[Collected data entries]

:::

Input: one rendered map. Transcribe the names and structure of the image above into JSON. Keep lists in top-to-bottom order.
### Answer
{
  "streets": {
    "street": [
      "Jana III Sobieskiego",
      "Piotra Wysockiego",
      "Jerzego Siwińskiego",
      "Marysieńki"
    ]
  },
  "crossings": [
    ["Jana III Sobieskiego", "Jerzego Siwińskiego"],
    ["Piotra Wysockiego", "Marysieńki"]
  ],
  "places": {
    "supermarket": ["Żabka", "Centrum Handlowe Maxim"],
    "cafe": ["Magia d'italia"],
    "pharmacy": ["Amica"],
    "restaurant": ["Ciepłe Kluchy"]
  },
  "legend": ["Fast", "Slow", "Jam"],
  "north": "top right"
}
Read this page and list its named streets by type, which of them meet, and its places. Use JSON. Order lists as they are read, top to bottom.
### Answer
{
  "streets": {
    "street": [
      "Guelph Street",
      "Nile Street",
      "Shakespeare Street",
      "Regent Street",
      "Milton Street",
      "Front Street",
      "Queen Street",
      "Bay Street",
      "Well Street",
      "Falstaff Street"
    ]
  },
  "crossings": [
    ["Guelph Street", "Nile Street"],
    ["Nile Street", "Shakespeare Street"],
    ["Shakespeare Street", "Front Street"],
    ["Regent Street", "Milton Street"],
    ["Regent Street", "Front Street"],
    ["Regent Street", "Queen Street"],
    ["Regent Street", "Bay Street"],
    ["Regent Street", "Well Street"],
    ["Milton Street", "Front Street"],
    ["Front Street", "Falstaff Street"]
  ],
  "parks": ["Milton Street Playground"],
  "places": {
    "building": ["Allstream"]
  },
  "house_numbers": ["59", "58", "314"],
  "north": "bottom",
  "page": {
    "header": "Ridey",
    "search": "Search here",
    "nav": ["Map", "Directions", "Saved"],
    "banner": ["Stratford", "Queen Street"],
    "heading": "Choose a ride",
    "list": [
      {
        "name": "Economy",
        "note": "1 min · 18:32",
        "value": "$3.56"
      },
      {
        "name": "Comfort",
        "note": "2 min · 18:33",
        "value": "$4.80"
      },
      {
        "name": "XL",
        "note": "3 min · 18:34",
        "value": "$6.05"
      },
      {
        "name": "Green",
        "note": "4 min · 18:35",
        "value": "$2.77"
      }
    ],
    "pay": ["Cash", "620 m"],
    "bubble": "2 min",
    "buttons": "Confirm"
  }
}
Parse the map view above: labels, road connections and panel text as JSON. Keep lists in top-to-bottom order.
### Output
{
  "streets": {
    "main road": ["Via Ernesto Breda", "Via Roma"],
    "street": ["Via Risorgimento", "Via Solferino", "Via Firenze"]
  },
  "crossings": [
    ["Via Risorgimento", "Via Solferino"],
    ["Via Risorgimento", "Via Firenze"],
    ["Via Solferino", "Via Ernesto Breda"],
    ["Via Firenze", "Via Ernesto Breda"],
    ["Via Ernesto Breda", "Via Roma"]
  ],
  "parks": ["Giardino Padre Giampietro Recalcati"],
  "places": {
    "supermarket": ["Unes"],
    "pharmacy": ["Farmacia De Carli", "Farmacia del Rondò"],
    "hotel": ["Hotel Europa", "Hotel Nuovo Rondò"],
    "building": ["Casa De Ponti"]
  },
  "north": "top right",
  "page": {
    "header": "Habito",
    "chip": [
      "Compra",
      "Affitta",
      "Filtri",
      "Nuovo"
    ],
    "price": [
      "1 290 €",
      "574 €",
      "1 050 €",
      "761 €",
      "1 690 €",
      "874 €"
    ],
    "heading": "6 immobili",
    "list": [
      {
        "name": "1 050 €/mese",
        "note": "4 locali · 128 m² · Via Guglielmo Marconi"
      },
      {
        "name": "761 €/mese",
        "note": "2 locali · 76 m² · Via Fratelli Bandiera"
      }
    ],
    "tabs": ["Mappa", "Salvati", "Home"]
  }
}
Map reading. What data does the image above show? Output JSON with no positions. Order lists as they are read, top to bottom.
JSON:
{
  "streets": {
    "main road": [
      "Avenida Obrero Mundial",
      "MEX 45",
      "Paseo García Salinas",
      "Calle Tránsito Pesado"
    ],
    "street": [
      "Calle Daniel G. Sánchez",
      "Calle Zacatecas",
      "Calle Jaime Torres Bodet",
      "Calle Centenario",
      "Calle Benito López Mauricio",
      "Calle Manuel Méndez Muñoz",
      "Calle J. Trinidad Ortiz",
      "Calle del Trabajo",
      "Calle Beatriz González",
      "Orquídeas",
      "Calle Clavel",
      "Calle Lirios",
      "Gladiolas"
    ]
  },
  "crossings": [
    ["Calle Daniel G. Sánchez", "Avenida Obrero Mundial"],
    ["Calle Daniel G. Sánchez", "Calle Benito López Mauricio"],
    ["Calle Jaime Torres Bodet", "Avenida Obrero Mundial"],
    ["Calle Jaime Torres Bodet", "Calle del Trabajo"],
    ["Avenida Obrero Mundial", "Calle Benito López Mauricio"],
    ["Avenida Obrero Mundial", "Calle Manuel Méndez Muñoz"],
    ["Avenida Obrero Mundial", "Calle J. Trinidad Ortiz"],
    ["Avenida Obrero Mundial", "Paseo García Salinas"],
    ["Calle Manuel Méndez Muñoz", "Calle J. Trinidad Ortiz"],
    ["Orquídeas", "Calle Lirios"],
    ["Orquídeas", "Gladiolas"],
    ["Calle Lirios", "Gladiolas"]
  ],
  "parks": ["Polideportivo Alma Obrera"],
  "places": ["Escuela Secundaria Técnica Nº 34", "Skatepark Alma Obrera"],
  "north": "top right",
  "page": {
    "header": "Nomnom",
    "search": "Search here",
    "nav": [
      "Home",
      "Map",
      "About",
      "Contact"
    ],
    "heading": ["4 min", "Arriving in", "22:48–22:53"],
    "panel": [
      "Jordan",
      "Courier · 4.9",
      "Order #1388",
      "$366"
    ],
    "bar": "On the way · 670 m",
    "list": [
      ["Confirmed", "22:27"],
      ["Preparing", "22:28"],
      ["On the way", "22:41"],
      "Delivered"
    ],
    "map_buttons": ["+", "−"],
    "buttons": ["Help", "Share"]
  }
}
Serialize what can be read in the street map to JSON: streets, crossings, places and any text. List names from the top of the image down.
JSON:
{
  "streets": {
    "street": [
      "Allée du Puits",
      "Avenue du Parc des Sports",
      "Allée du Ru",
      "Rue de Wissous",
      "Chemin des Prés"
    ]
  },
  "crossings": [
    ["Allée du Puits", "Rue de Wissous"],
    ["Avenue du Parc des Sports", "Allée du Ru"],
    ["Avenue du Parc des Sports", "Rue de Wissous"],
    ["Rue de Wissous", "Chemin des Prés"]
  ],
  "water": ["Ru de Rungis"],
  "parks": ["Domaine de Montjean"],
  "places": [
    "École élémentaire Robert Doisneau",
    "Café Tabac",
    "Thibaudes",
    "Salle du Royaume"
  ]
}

:::

▶ WHAT IS BEING ASKED: Among the records, find the lines that contain "Sobieskiego" and copy each of them.

▶ EXPECTED ANSWER:
      "Jana III Sobieskiego",
    ["Jana III Sobieskiego", "Jerzego Siwińskiego"],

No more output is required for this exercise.